The national survey, administered by YouGov for BIPP’s Survey Research Laboratory from Oct. 20 through Oct. 26, found 47 percent of Americans support the recently passed Fair Pay for Play Act in California, while only 20 percent oppose the measure. However, 62 percent of Democrats support the bill compared to 34 percent of Republicans, 56 percent of respondents under 30 years old support the bill, compared to 39 percent of those over 50 years, and 53 percent of men support the measure, compared to 42 percent of women.
This data comes as the NCAA recently voted to start modifying its rule to allow college athletes to profit from their names, images and likenesses. Formal policy changes are still to come. Following the NCAA vote, North Carolina Sen. Richard Burr (R) proposed taxing some scholarships like income.

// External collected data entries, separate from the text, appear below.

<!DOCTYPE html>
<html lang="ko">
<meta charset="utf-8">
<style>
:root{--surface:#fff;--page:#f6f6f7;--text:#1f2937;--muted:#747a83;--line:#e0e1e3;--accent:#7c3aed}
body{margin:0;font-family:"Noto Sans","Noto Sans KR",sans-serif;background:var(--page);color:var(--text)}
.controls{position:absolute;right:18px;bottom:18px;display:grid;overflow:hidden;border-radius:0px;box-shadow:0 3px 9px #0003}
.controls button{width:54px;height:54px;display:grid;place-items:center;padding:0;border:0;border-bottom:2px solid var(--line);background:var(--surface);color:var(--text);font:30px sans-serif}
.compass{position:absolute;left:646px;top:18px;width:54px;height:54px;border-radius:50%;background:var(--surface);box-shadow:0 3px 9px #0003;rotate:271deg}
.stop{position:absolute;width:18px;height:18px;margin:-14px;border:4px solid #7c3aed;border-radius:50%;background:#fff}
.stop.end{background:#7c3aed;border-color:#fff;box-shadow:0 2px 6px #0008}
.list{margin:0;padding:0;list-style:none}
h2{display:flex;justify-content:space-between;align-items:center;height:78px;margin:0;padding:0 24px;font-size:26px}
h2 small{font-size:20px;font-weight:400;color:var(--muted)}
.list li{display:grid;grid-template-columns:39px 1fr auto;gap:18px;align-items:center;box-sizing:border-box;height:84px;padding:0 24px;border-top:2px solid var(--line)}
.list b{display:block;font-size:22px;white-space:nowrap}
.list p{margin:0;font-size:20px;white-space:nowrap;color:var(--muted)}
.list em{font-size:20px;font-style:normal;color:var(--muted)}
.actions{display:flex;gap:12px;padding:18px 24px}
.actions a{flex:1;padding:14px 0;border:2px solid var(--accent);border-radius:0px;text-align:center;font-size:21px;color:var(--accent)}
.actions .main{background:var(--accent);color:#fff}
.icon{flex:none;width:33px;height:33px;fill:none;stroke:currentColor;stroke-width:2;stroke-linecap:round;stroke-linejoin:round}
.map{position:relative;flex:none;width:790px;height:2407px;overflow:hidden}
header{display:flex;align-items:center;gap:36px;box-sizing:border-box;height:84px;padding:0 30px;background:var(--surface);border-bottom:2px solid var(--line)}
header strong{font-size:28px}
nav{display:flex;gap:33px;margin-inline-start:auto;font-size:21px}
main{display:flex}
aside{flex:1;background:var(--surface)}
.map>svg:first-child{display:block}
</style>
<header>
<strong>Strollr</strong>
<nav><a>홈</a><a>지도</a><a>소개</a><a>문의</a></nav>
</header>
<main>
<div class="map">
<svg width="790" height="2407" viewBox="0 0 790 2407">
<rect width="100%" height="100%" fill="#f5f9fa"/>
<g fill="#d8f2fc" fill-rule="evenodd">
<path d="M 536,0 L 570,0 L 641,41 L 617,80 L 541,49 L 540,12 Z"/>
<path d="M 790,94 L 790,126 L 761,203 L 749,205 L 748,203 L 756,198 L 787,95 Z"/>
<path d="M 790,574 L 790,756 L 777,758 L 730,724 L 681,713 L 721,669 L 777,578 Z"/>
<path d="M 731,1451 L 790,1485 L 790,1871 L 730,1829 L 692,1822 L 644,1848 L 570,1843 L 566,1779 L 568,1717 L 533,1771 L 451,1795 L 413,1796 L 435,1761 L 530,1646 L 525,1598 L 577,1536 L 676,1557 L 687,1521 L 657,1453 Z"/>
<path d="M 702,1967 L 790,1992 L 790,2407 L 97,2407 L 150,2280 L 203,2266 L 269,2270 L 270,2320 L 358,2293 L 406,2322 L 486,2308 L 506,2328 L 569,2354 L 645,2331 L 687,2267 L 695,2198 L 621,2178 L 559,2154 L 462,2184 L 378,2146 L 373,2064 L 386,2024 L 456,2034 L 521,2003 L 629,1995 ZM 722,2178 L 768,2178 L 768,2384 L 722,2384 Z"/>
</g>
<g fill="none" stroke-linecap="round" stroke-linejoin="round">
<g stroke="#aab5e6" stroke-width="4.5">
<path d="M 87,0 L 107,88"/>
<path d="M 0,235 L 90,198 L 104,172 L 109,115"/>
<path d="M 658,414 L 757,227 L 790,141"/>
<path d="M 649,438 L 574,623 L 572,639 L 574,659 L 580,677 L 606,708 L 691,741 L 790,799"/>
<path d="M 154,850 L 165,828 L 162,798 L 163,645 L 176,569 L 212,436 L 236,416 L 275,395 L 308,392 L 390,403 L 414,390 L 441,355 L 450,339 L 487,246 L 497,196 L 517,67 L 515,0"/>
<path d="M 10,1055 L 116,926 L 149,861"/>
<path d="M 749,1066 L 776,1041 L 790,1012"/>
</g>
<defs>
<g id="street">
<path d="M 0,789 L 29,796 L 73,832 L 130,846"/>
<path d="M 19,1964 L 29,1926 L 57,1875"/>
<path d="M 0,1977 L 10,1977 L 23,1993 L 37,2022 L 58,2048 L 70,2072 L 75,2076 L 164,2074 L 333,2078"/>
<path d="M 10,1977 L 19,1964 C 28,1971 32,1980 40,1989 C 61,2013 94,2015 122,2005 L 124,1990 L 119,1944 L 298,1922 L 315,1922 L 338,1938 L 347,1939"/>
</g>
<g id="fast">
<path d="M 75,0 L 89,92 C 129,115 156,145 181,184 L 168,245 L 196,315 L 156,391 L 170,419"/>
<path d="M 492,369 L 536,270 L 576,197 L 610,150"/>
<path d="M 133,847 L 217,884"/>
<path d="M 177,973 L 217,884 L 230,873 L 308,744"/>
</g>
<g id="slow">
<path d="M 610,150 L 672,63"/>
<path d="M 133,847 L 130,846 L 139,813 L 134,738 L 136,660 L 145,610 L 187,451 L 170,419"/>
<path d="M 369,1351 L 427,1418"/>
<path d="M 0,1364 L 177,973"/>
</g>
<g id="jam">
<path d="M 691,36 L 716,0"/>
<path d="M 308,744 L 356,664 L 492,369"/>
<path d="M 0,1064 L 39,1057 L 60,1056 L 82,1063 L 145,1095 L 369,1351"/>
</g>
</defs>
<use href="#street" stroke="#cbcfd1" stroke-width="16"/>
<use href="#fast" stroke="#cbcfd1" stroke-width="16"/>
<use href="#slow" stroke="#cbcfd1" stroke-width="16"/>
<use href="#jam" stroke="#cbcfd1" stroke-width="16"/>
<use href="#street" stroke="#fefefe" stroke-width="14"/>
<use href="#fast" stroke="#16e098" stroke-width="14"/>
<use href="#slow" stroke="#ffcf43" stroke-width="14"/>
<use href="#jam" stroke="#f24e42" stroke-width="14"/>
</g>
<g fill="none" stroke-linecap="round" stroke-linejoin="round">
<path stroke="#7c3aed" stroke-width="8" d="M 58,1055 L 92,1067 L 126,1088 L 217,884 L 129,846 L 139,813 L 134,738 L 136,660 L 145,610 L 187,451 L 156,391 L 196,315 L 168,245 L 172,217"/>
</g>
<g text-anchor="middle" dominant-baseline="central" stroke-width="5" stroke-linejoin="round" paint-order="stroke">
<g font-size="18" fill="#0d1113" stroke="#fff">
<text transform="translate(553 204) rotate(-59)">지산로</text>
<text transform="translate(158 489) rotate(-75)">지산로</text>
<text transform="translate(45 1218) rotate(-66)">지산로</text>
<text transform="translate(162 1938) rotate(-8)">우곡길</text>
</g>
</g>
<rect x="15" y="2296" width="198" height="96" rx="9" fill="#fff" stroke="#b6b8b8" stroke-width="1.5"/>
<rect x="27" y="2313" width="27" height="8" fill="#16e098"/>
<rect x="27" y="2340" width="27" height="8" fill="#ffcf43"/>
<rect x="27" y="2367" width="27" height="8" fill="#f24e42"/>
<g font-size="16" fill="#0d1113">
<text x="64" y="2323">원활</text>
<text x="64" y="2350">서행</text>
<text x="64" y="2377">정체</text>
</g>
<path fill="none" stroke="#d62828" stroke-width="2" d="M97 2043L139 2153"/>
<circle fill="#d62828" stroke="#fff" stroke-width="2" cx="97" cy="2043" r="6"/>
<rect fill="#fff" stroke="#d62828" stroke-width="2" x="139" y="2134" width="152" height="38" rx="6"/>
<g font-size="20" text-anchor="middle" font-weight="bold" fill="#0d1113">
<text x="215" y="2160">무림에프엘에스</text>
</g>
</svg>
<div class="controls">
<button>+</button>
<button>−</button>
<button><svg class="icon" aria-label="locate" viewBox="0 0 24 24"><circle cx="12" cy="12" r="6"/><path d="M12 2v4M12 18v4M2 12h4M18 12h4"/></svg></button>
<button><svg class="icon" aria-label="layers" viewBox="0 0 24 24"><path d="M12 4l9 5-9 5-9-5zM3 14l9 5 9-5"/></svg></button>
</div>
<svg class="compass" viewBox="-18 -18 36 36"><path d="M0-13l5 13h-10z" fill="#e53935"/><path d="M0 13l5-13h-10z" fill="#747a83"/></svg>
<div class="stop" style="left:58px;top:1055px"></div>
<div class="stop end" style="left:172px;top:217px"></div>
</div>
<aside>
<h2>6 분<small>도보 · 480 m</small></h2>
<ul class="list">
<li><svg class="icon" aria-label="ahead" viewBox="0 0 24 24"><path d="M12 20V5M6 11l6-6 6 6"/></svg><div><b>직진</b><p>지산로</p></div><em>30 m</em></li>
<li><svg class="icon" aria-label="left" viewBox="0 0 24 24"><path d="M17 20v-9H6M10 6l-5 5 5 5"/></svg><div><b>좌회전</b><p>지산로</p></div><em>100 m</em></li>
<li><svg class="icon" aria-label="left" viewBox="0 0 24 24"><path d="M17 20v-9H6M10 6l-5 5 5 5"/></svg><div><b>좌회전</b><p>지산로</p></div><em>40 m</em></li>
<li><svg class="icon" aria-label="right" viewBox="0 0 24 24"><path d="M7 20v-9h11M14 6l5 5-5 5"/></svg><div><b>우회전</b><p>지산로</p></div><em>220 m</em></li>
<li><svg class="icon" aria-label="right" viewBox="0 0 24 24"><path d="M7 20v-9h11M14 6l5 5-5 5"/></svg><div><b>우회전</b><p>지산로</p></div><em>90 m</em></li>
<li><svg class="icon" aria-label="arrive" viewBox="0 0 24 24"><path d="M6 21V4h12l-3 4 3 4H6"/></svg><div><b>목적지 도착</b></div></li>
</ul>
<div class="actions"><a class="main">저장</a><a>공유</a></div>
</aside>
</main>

“Our data show significant support for California’s ‘pay for play’ law and the NCAA’s new role, as well as for having schools pay their athletes,” said Chris Ellis, a political science professor and director of Bucknell’s Survey Research Laboratory. “But like everything else, the results are heavily polarized along party lines: Democrats are overwhelmingly in favor of pay for play, while Republicans are much cooler about it. There is also a big generational divide: younger people are more likely to want to see athletes paid than older ones.”
The California law, as well as the proposed changes coming from the NCAA, do not address the question of collegiate institutions outright paying college athletes directly. However, 40 percent of respondents also agreed that college athletes who earn revenue for their schools should be paid above and beyond any scholarship they receive, compared to 32 percent of those who disagree. Similar variances were again seen among the demographic breakdown above.
“As college football and basketball become increasingly more lucrative businesses, calls for athletes to receive a share of the pie will continue to grow,” Ellis said. “But if changes are going to come from state governments, as opposed to the NCAA, then we need to remember that legislators are responsible to their voters. And there will be some states — particularly ‘red’ ones — where these changes will be harder to achieve for that reason.”